Empyrion was one of the transports that had brought the original colonists to Cloud, two hundred T-years before. Refitted as an exploration vessel, the ship had been engaged in a long-range survey of local space, an outlying region of the galaxy's Western Arm . . . what Terran astronomers once had called the Sagittarian Arm from its location in the night skies of old Earth. Almost fifty T-standard years before, Empyrion's captain had reported picking up some odd E-M transmissions emanating from the direction of the Galactic Core and announced his intention of finding the source. Those transmissions were indecipherable but almost certainly a product of intelligence; contact with a hitherto unknown species was anticipated with some excitement.

But Empyrion had vanished, never to be heard from again. And the Masters, when they appeared, had entered Cloudan space from the direction of the Galactic Core.

"I think we can make a good guess about how this, this clucker device was placed inside Hector," Jaime said.

"The hole in his side," Alita said. "We still don't know how the enemy burned that into him, do we?"

"Their meteor strike took out the whole damned city," Wal pointed out. "Melting through a meter or so of duralloy wouldn't be a problem for them. Hector's battle screens would have been tougher to crack."

"They had Empyrion's battle screens as a model," Tamas pointed out. "They probably used a phase-shift cycler to get through the screens, then something like a fusion torch to melt through the armor. The question is what they put inside Hector, to scramble his circuits."

"We could go inside and find out," Jaime said.

"Eh?" Wal looked puzzled. "What's that?"

"I said we could go inside. Through the crater. It's big enough for someone my size to pass easily."

"Interesting thought. Then what?"

"We find out what they did to him, and fix it."

"It won't be that easy," Alita told him. "It's possible that there could still be spare parts on board. Ever since the Mark XXIX, Bolos have included an internal logistics/maintenance capability. But the cluckers might've stripped him of his spares. And even if they didn't, we don't have contra-gravity cranes or fusion forges, no duralloy slab rollers, no casting molds." She held up her hands, turning them palm-up, then palm-down. "We have nothing at all but these."

"And this," Jaime said, pointing to his head. "Hands and brains. That's all humans have ever had, really, all the way back to the Ice Age that spawned us. All the rest are incidentals."

"If we can find the mechanism that's affected Hector's operation," Shari said, "we should be able to initiate a reboot. Bring him back on line . . . all the way."

"Also, there's one tool we do have access to," Wal pointed out. "It. If ever there was a time . . ."

"Yeah," Jaime said, nodding slowly. It was never named aloud, just in case.

"Won't help with reprogramming Bolos," Alita added, "but it'll sure take care of any surprises the cluckers have planted inside him."
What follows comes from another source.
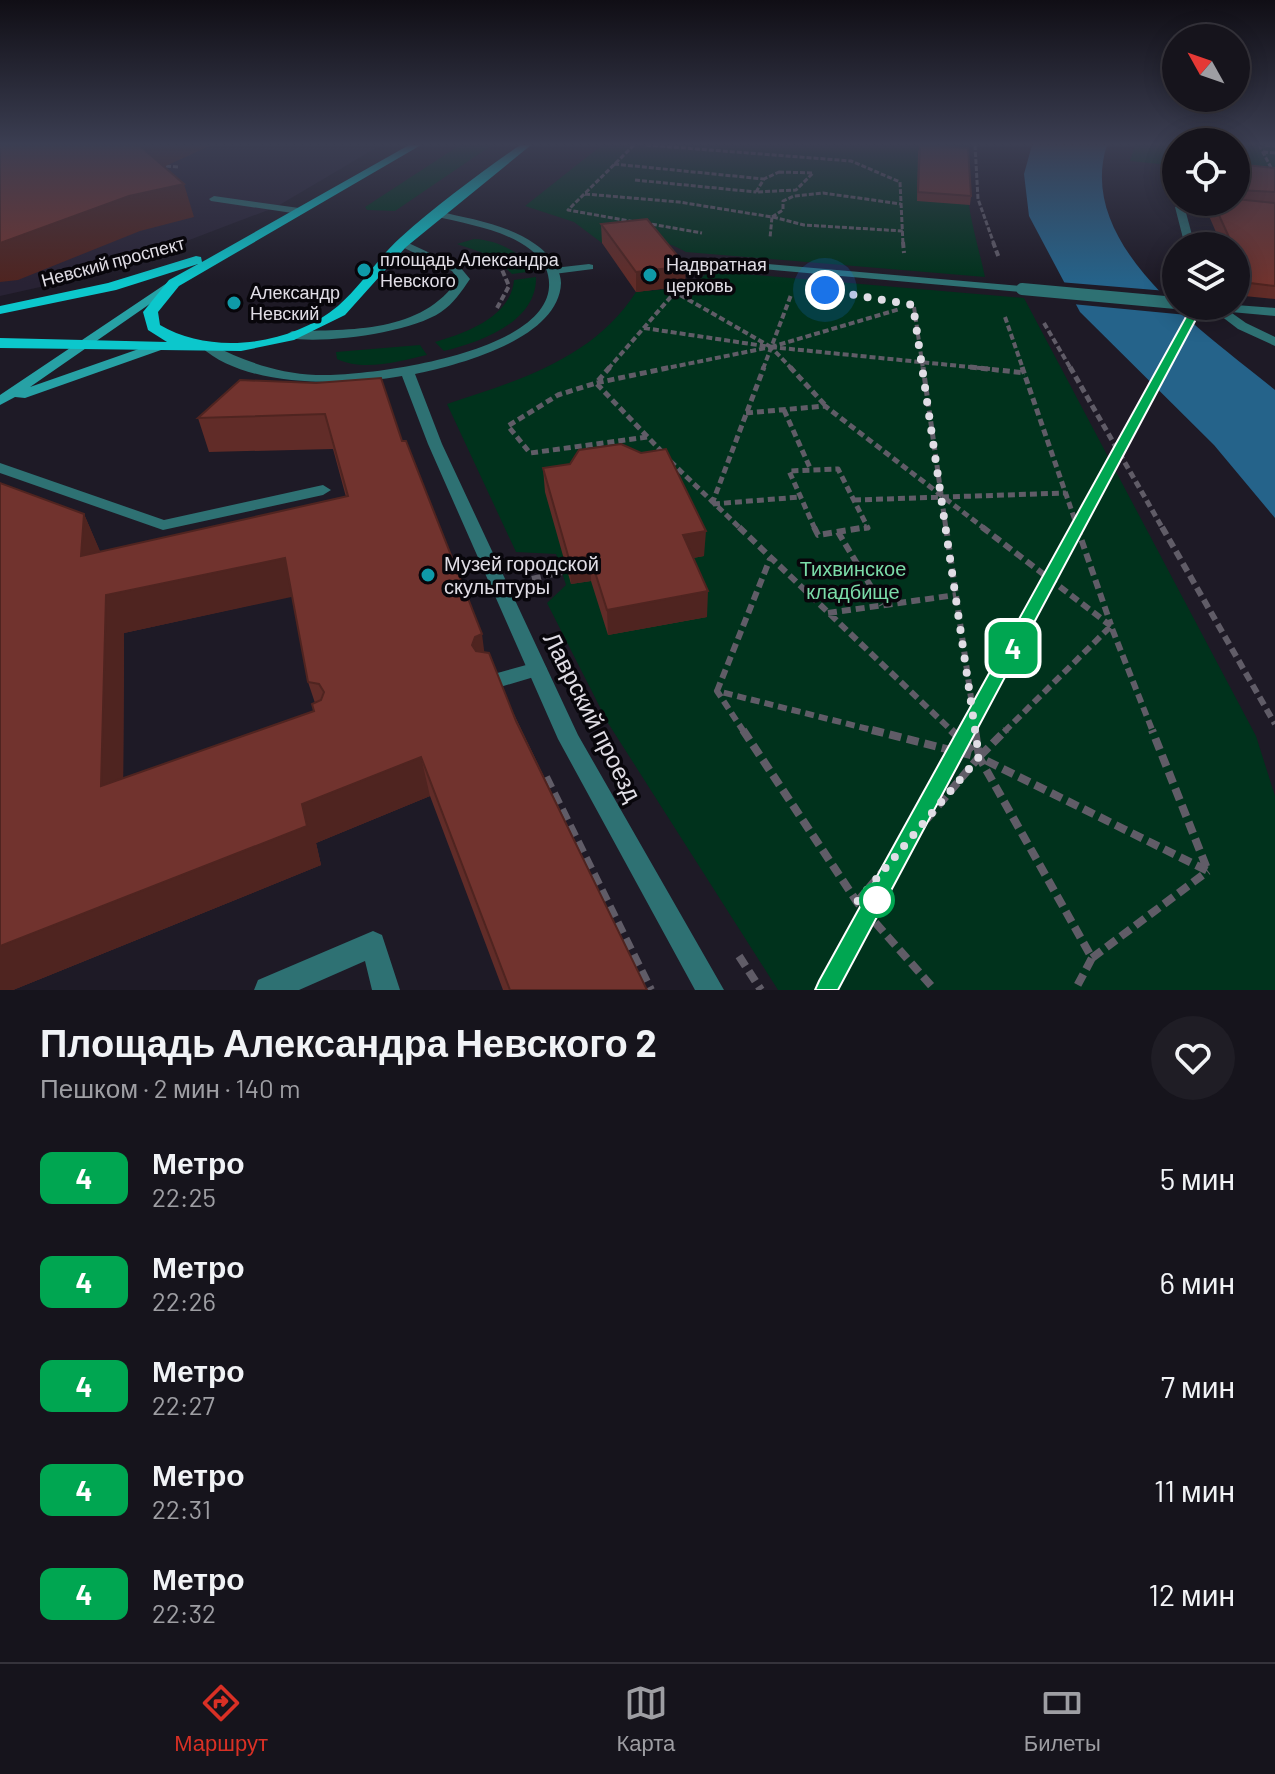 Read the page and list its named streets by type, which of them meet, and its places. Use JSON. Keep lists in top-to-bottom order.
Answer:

"I think," Jaime continued, thoughtful, "that it's time I went and talked with the general."

 

The ship was happy.

Well, to be precise—and all cognizant !°!°! were always precise—it wasn't the entire ship that was "happy," an emotional state possible only for fifth-level cognitives and above. The unit designated DAV728-24389, however, which was currently serving as primary activator of fortress/ship/factory MON924 Series 76, would have been ecstatic had its response parameter controls not been restricted, and even with the restrictions in place it couldn't help feeling an almost organic tickle of excitement, satisfaction, and pride.

According to the foldspace message just received, the Ninth Awareness Itself was arriving within 1.85 x 1014 nanoseconds to acknowledge DAV728's victory over the organics, at which time DAV would receive his fifth brain.

The !°!°! did not think in abstract terms such as "great honor" or "accomplishment," and in fact the addition of a fifth brain to DAV's current processor array was only logical and expected, given his success in this campaign. Nor was the abstract term "worthiness" a factor. All !°!°! were "worthy," at least insofar as all machines approved by inspectors for release from the natal assemblers performed to design specifications. Success, after all, was expected.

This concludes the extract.